↓

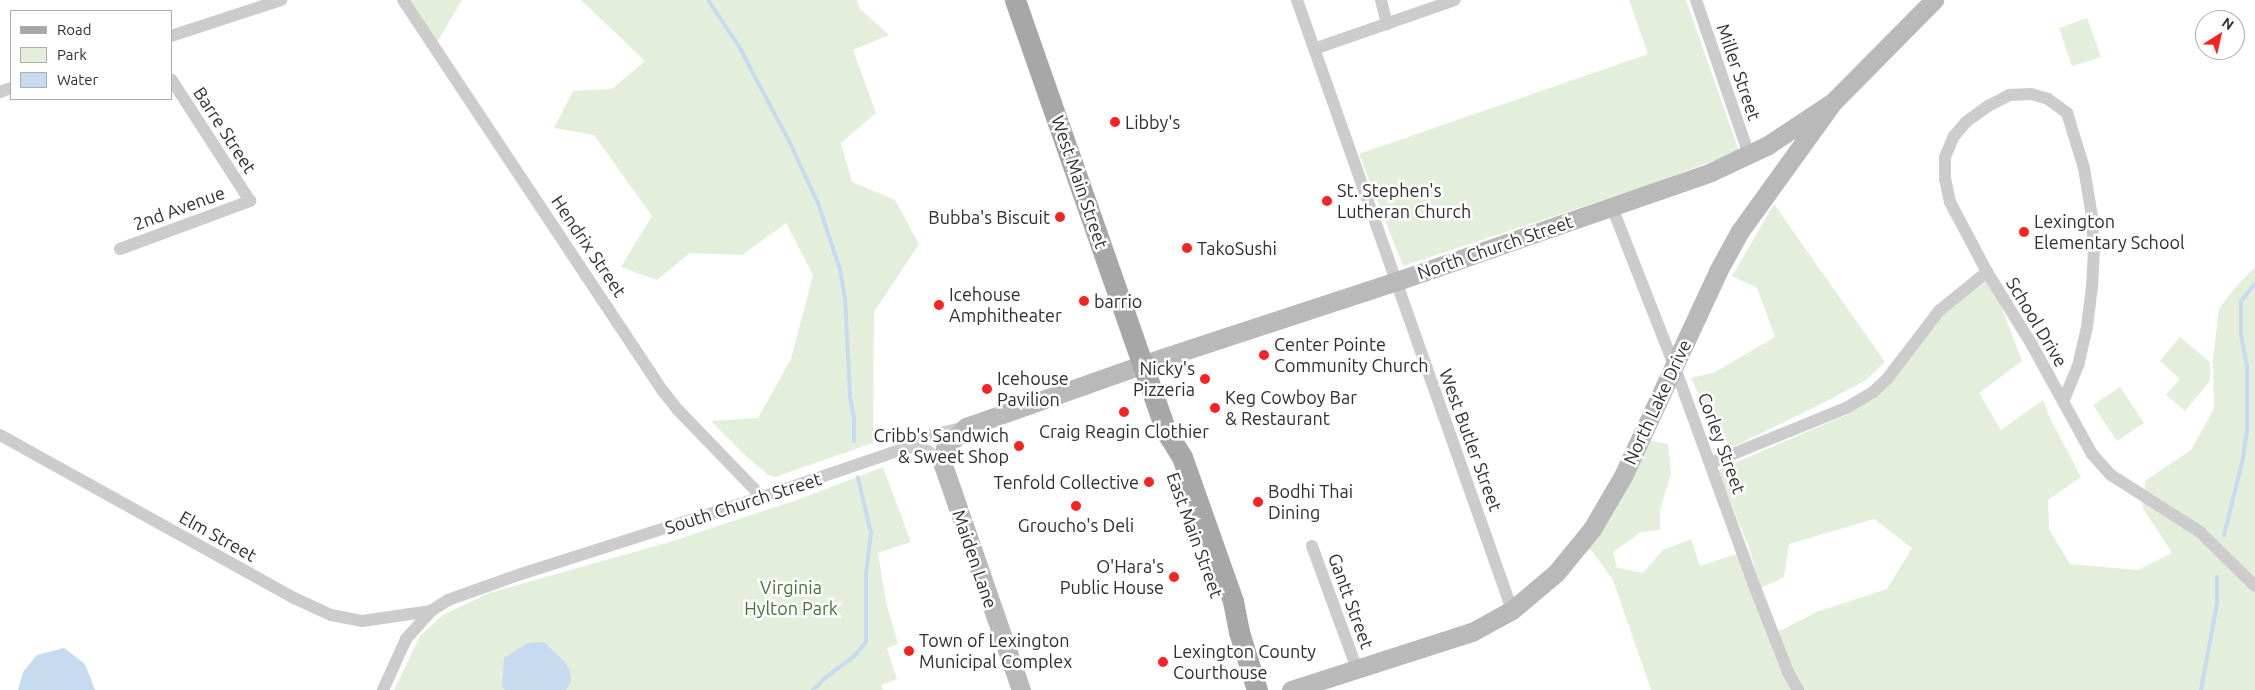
<!DOCTYPE html>
<style>
body{margin:0}
#map{position:relative;width:2255px;height:690px;overflow:hidden;background:#fff;font-family:Ubuntu,sans-serif}
div>[style]{position:absolute}
.green>*{inset:0;background:#e3eedb}
.water>*{inset:0;background:#c6dbef}
.stream>*{height:4px;margin:-2px;padding:0 2px;transform-origin:2px;border-radius:2px;background:#c6dbef}
.minor>*{height:12px;margin:-6px;padding:0 6px;transform-origin:6px;border-radius:6px;background:#ccc}
.secondary>*{height:19px;margin:-9.5px;padding:0 9.5px;transform-origin:9.5px;border-radius:9.5px;background:#b9b9b9}
.primary>*{height:21px;margin:-10.5px;padding:0 10.5px;transform-origin:10.5px;border-radius:10.5px;background:#a7a7a7}
.dots>*{width:14px;height:14px;translate:-50% -50%;box-sizing:border-box;border:2px solid #fff;border-radius:50%}
span{translate:-50% -50%;white-space:nowrap;text-align:center;line-height:1.15;-webkit-text-stroke:5px #fff;paint-order:stroke}
.street-label{font-size:18px;color:#2f2f2f}
.poi-label{font-size:18px;color:#2f2f2f}
.left{translate:0 -50%;text-align:left}
.right{translate:-100% -50%;text-align:right}
.park-label{font-size:18px;color:#4d6f38}
.legend{position:absolute;left:10px;top:10px;width:162px;height:90px;box-sizing:border-box;background:#fff;border:1px solid #acacac;margin:0;padding:6px 9px;list-style:none;font-size:15px;color:#2f2f2f}
.legend li{display:flex;align-items:center;gap:10px;height:25px}
.legend b{width:25px;border:1px solid #acacac}
.north{position:absolute;left:2195px;top:10px;width:50px;height:50px;box-sizing:border-box;background:#fff;border:1px solid #acacac;border-radius:50%;rotate:35deg;font-size:14px;font-weight:700;line-height:20px;text-align:center;color:#2f2f2f}
.north::after{content:'';display:block;margin:auto;width:18px;height:22px;background:#f62421;clip-path:polygon(50% 0,100% 100%,50% 72%,0 100%)}
</style>
<div id="map">
<div class="green">
<i style="clip-path:polygon(403px 0,462px 0,434px 47px)"></i>
<i style="clip-path:polygon(581px 0,857px 0,860px 9px,889px 35px,853px 50px,876px 113px,841px 143px,852px 182px,895px 200px,919px 244px,874px 312px,873px 443px,775px 477px,768px 475px,747px 457px,711px 421px,758px 418px,791px 359px,813px 275px,786px 223px,742px 255px,690px 253px,657px 280px,621px 267px,652px 216px,594px 135px,554px 128px,573px 91px,612px 89px,645px 61px)"></i>
<i style="clip-path:polygon(1629px 0,1686px 0,1739px 151px,1654px 183px,1403px 266px,1359px 154px,1648px 54px)"></i>
<i style="clip-path:polygon(2087px 18px,2101px 57px,2072px 66px,2059px 28px)"></i>
<i style="clip-path:polygon(1774px 204px,1885px 362px,1866px 380px,1829px 400px,1733px 447px,1717px 434px,1691px 378px,1715px 372px,1775px 337px,1757px 288px,1732px 276px)"></i>
<i style="clip-path:polygon(2255px 267px,2255px 690px,1801px 690px,1777px 632px,1817px 612px,1887px 589px,1912px 548px,1874px 519px,1789px 544px,1784px 577px,1761px 588px,1749px 548px,1718px 470px,1851px 413px,1863px 403px,1928px 328px,1990px 277px,2022px 361px,1979px 393px,2001px 430px,2043px 400px,2050px 418px,2081px 477px,2048px 500px,2049px 529px,2070px 564px,2138px 570px,2172px 553px,2143px 508px,2145px 481px,2191px 450px,2214px 409px,2213px 360px,2219px 309px,2233px 290px)"></i>
<i style="clip-path:polygon(2180px 337px,2210px 362px,2210px 381px,2185px 411px,2166px 395px,2180px 379px,2160px 361px)"></i>
<i style="clip-path:polygon(2120px 387px,2144px 423px,2117px 441px,2093px 405px)"></i>
<i style="clip-path:polygon(1640px 439px,1668px 444px,1671px 473px,1660px 511px,1660px 530px,1641px 532px,1613px 552px,1617px 568px,1643px 573px,1663px 550px,1691px 539px,1700px 566px,1737px 554px,1795px 690px,1651px 690px,1613px 580px,1592px 551px,1578px 547px)"></i>
<i style="clip-path:polygon(883px 467px,911px 542px,878px 553px,886px 602px,898px 644px,887px 648px,897px 679px,881px 685px,883px 690px,394px 690px,420px 636px,443px 615px,489px 593px,666px 543px,797px 500px)"></i>
</div>
<div class="water">
<i style="clip-path:polygon(544px 642px,564px 661px,570px 671px,571px 681px,566px 690px,505px 690px,502px 686px,504px 658px,527px 643px)"></i>
<i style="clip-path:polygon(64px 648px,85px 664px,95px 690px,18px 690px,23px 672px,37px 655px)"></i>
</div>
<div class="stream">
<i style="left:708px;top:0;width:58px;rotate:56.3deg"></i>
<i style="left:740px;top:48px;width:35px;rotate:63deg"></i>
<i style="left:756px;top:79px;width:68px;rotate:61.9deg"></i>
<i style="left:788px;top:139px;width:71px;rotate:64.9deg"></i>
<i style="left:818px;top:203px;width:71px;rotate:71.8deg"></i>
<i style="left:840px;top:270px;width:27px;rotate:80deg"></i>
<i style="left:845px;top:297px;width:100px;rotate:87.1deg"></i>
<i style="left:850px;top:397px;width:21px;rotate:79deg"></i>
<i style="left:854px;top:418px;width:23px;rotate:90deg"></i>
<i style="left:2224px;top:535px;width:74px;rotate:-76deg"></i>
<i style="left:2242px;top:463px;width:33px;rotate:-81deg"></i>
<i style="left:2247px;top:430px;width:64px;rotate:-90deg"></i>
<i style="left:2247px;top:366px;width:32px;rotate:-101deg"></i>
<i style="left:2241px;top:335px;width:34px;rotate:-90deg"></i>
<i style="left:2241px;top:301px;width:22px;rotate:-51deg"></i>
<i style="left:813px;top:690px;width:17px;rotate:-45deg"></i>
<i style="left:825px;top:678px;width:36px;rotate:-37deg"></i>
<i style="left:854px;top:656px;width:18px;rotate:-49deg"></i>
<i style="left:866px;top:642px;width:68px;rotate:-90deg"></i>
<i style="left:866px;top:574px;width:41px;rotate:-83deg"></i>
<i style="left:871px;top:533px;width:57px;rotate:-103.3deg"></i>
<i style="left:2201px;top:690px;width:87px;rotate:-79.5deg"></i>
<i style="left:2217px;top:604px;width:27px;rotate:-90deg"></i>
</div>
<div class="minor">
<i style="left:403px;top:0;width:470px;rotate:56.4deg"></i>
<i style="left:663px;top:391px;width:24px;rotate:52deg"></i>
<i style="left:678px;top:410px;width:121px;rotate:46deg"></i>
<i style="left:1297px;top:0;width:647px;rotate:70.58deg"></i>
<i style="left:1381px;top:0;width:25px;rotate:76deg"></i>
<i style="left:1696px;top:0;width:164px;rotate:71.1deg"></i>
<i style="left:171px;top:36px;width:116px;rotate:-18.1deg"></i>
<i style="left:1314px;top:49px;width:149px;rotate:-19.2deg"></i>
<i style="left:0;top:92px;width:12px;rotate:-20deg"></i>
<i style="left:1612px;top:207px;width:170px;rotate:68.6deg"></i>
<i style="left:1674px;top:365px;width:239px;rotate:70deg"></i>
<i style="left:1756px;top:590px;width:88px;rotate:68.7deg"></i>
<i style="left:1788px;top:672px;width:21px;rotate:61deg"></i>
<i style="left:120px;top:249px;width:139px;rotate:-20.3deg"></i>
<i style="left:250px;top:201px;width:145px;rotate:-122.9deg"></i>
<i style="left:1987px;top:272px;width:79px;rotate:-117.9deg"></i>
<i style="left:1950px;top:202px;width:24px;rotate:-102deg"></i>
<i style="left:1945px;top:179px;width:22px;rotate:-90deg"></i>
<i style="left:1945px;top:157px;width:23px;rotate:-67deg"></i>
<i style="left:1954px;top:136px;width:18px;rotate:-49deg"></i>
<i style="left:1966px;top:122px;width:27px;rotate:-36deg"></i>
<i style="left:1988px;top:106px;width:25px;rotate:-27deg"></i>
<i style="left:2010px;top:95px;width:21px;rotate:-3deg"></i>
<i style="left:2031px;top:94px;width:18px;rotate:16deg"></i>
<i style="left:2048px;top:99px;width:24px;rotate:36deg"></i>
<i style="left:2067px;top:113px;width:58px;rotate:72.8deg"></i>
<i style="left:2084px;top:168px;width:50px;rotate:80.7deg"></i>
<i style="left:2092px;top:217px;width:33px;rotate:87deg"></i>
<i style="left:2094px;top:250px;width:36px;rotate:93deg"></i>
<i style="left:2092px;top:286px;width:41px;rotate:97deg"></i>
<i style="left:2087px;top:327px;width:37px;rotate:103deg"></i>
<i style="left:2079px;top:363px;width:42px;rotate:112.3deg"></i>
<i style="left:0;top:435px;width:336px;rotate:29deg"></i>
<i style="left:294px;top:598px;width:41px;rotate:24.7deg"></i>
<i style="left:331px;top:615px;width:32px;rotate:11deg"></i>
<i style="left:362px;top:621px;width:70px;rotate:-8.2deg"></i>
<i style="left:909px;top:447px;width:19px;rotate:12deg"></i>
<i style="left:928px;top:451px;width:21px;rotate:43deg"></i>
<i style="left:1711px;top:463px;width:148px;rotate:-22.2deg"></i>
<i style="left:1848px;top:407px;width:29px;rotate:-31deg"></i>
<i style="left:1873px;top:392px;width:19px;rotate:-43deg"></i>
<i style="left:1887px;top:379px;width:86px;rotate:-52.6deg"></i>
<i style="left:1939px;top:311px;width:62px;rotate:-39.1deg"></i>
<i style="left:1987px;top:272px;width:86px;rotate:58.3deg"></i>
<i style="left:2032px;top:345px;width:124px;rotate:61.2deg"></i>
<i style="left:2092px;top:454px;width:28px;rotate:48deg"></i>
<i style="left:2111px;top:475px;width:106px;rotate:32.6deg"></i>
<i style="left:2200px;top:532px;width:77px;rotate:44.5deg"></i>
<i style="left:1312px;top:546px;width:131px;rotate:69.9deg"></i>
<i style="left:383px;top:690px;width:56px;rotate:-65.7deg"></i>
<i style="left:406px;top:639px;width:38px;rotate:-48deg"></i>
<i style="left:431px;top:611px;width:20px;rotate:-33deg"></i>
<i style="left:448px;top:600px;width:77px;rotate:-19.6deg"></i>
<i style="left:521px;top:574px;width:253px;rotate:-17.7deg"></i>
<i style="left:762px;top:497px;width:155px;rotate:-18.8deg"></i>
<i style="left:909px;top:447px;width:12px;rotate:-35deg"></i>
<i style="left:919px;top:440px;width:15px;rotate:-20deg"></i>
<i style="left:933px;top:435px;width:34px;rotate:-14deg"></i>
</div>
<div class="secondary">
<i style="left:1021px;top:690px;width:238px;rotate:-109.1deg"></i>
<i style="left:943px;top:465px;width:17px;rotate:-83deg"></i>
<i style="left:945px;top:448px;width:30px;rotate:-45deg"></i>
<i style="left:966px;top:427px;width:189px;rotate:-19.5deg"></i>
<i style="left:1144px;top:364px;width:266px;rotate:-18.2deg"></i>
<i style="left:1397px;top:281px;width:332px;rotate:-19.1deg"></i>
<i style="left:1711px;top:172px;width:63px;rotate:-25.3deg"></i>
<i style="left:1768px;top:145px;width:78px;rotate:-33.5deg"></i>
<i style="left:1291px;top:690px;width:190px;rotate:-17.8deg"></i>
<i style="left:1472px;top:632px;width:46px;rotate:-28.8deg"></i>
<i style="left:1512px;top:610px;width:57px;rotate:-40.1deg"></i>
<i style="left:1556px;top:573px;width:57px;rotate:-50.7deg"></i>
<i style="left:1592px;top:529px;width:61px;rotate:-59.7deg"></i>
<i style="left:1623px;top:476px;width:226px;rotate:-65.1deg"></i>
<i style="left:1718px;top:271px;width:46px;rotate:-61.2deg"></i>
<i style="left:1740px;top:231px;width:159px;rotate:-54.2deg"></i>
<i style="left:1833px;top:102px;width:144px;rotate:-45.3deg"></i>
</div>
<div class="primary">
<i style="left:1015px;top:0;width:459px;rotate:70.7deg"></i>
<i style="left:1167px;top:433px;width:28px;rotate:58deg"></i>
<i style="left:1182px;top:457px;width:153px;rotate:70.5deg"></i>
<i style="left:1233px;top:601px;width:32px;rotate:79deg"></i>
<i style="left:1239px;top:632px;width:61px;rotate:72.8deg"></i>
</div>
<div class="dots">
<i style="left:1115px;top:122px;background:#f62421"></i>
<i style="left:1327px;top:201px;background:#f62421"></i>
<i style="left:1060px;top:217px;background:#f62421"></i>
<i style="left:2024px;top:232px;background:#f62421"></i>
<i style="left:1187px;top:248px;background:#f62421"></i>
<i style="left:1084px;top:301px;background:#f62421"></i>
<i style="left:939px;top:305px;background:#f62421"></i>
<i style="left:1264px;top:355px;background:#f62421"></i>
<i style="left:1205px;top:379px;background:#f62421"></i>
<i style="left:987px;top:389px;background:#f62421"></i>
<i style="left:1215px;top:408px;background:#f62421"></i>
<i style="left:1124px;top:412px;background:#f62421"></i>
<i style="left:1019px;top:446px;background:#f62421"></i>
<i style="left:1149px;top:482px;background:#f62421"></i>
<i style="left:1258px;top:502px;background:#f62421"></i>
<i style="left:1076px;top:506px;background:#f62421"></i>
<i style="left:1174px;top:577px;background:#f62421"></i>
<i style="left:909px;top:651px;background:#f62421"></i>
<i style="left:1163px;top:662px;background:#f62421"></i>
</div>
<div class="street-label">
<span style="left:1739px;top:72px;rotate:71deg">Miller Street</span>
<span style="left:225px;top:130px;rotate:57deg">Barre Street</span>
<span style="left:1080px;top:182px;rotate:71deg">West Main Street</span>
<span style="left:179px;top:208px;rotate:-20deg">2nd Avenue</span>
<span style="left:589px;top:246px;rotate:56deg">Hendrix Street</span>
<span style="left:1495px;top:247px;rotate:-19deg">North Church Street</span>
<span style="left:2037px;top:322px;rotate:59deg">School Drive</span>
<span style="left:1657px;top:402px;rotate:-65deg">North Lake Drive</span>
<span style="left:1471px;top:440px;rotate:70deg">West Butler Street</span>
<span style="left:1722px;top:443px;rotate:70deg">Corley Street</span>
<span style="left:743px;top:503px;rotate:-18deg">South Church Street</span>
<span style="left:1195px;top:535px;rotate:70deg">East Main Street</span>
<span style="left:218px;top:536px;rotate:29deg">Elm Street</span>
<span style="left:975px;top:559px;rotate:71deg">Maiden Lane</span>
<span style="left:1351px;top:601px;rotate:70deg">Gantt Street</span>
</div>
<div class="poi-label">
<span class="left" style="left:1125px;top:122px">Libby's</span>
<span class="left" style="left:1337px;top:201px">St. Stephen's<br>Lutheran Church</span>
<span class="right" style="left:1050px;top:217px">Bubba's Biscuit</span>
<span class="left" style="left:2034px;top:232px">Lexington<br>Elementary School</span>
<span class="left" style="left:1197px;top:248px">TakoSushi</span>
<span class="left" style="left:949px;top:305px">Icehouse<br>Amphitheater</span>
<span class="left" style="left:1094px;top:301px">barrio</span>
<span class="left" style="left:1274px;top:355px">Center Pointe<br>Community Church</span>
<span class="right" style="left:1195px;top:379px">Nicky's<br>Pizzeria</span>
<span class="left" style="left:997px;top:389px">Icehouse<br>Pavilion</span>
<span class="left" style="left:1225px;top:408px">Keg Cowboy Bar<br>&amp; Restaurant</span>
<span style="left:1124px;top:431px">Craig Reagin Clothier</span>
<span class="right" style="left:1009px;top:446px">Cribb's Sandwich<br>&amp; Sweet Shop</span>
<span class="right" style="left:1139px;top:482px">Tenfold Collective</span>
<span class="left" style="left:1268px;top:502px">Bodhi Thai<br>Dining</span>
<span style="left:1076px;top:525px">Groucho's Deli</span>
<span class="right" style="left:1164px;top:577px">O'Hara's<br>Public House</span>
<span class="left" style="left:919px;top:651px">Town of Lexington<br>Municipal Complex</span>
<span class="left" style="left:1173px;top:662px">Lexington County<br>Courthouse</span>
</div>
<div class="park-label">
<span style="left:791px;top:598px">Virginia<br>Hylton Park</span>
</div>
<ul class="legend">
<li><b style="height:6px;background:#a7a7a7"></b>Road</li>
<li><b style="height:14px;background:#e3eedb"></b>Park</li>
<li><b style="height:14px;background:#c6dbef"></b>Water</li>
</ul>
<div class="north">N</div>
</div>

↑

#### Aim of the task:
Would you show all lines of the material above that contain the word "secondary"?

#### Result:
.secondary>*{height:19px;margin:-9.5px;padding:0 9.5px;transform-origin:9.5px;border-radius:9.5px;background:#b9b9b9}
<div class="secondary">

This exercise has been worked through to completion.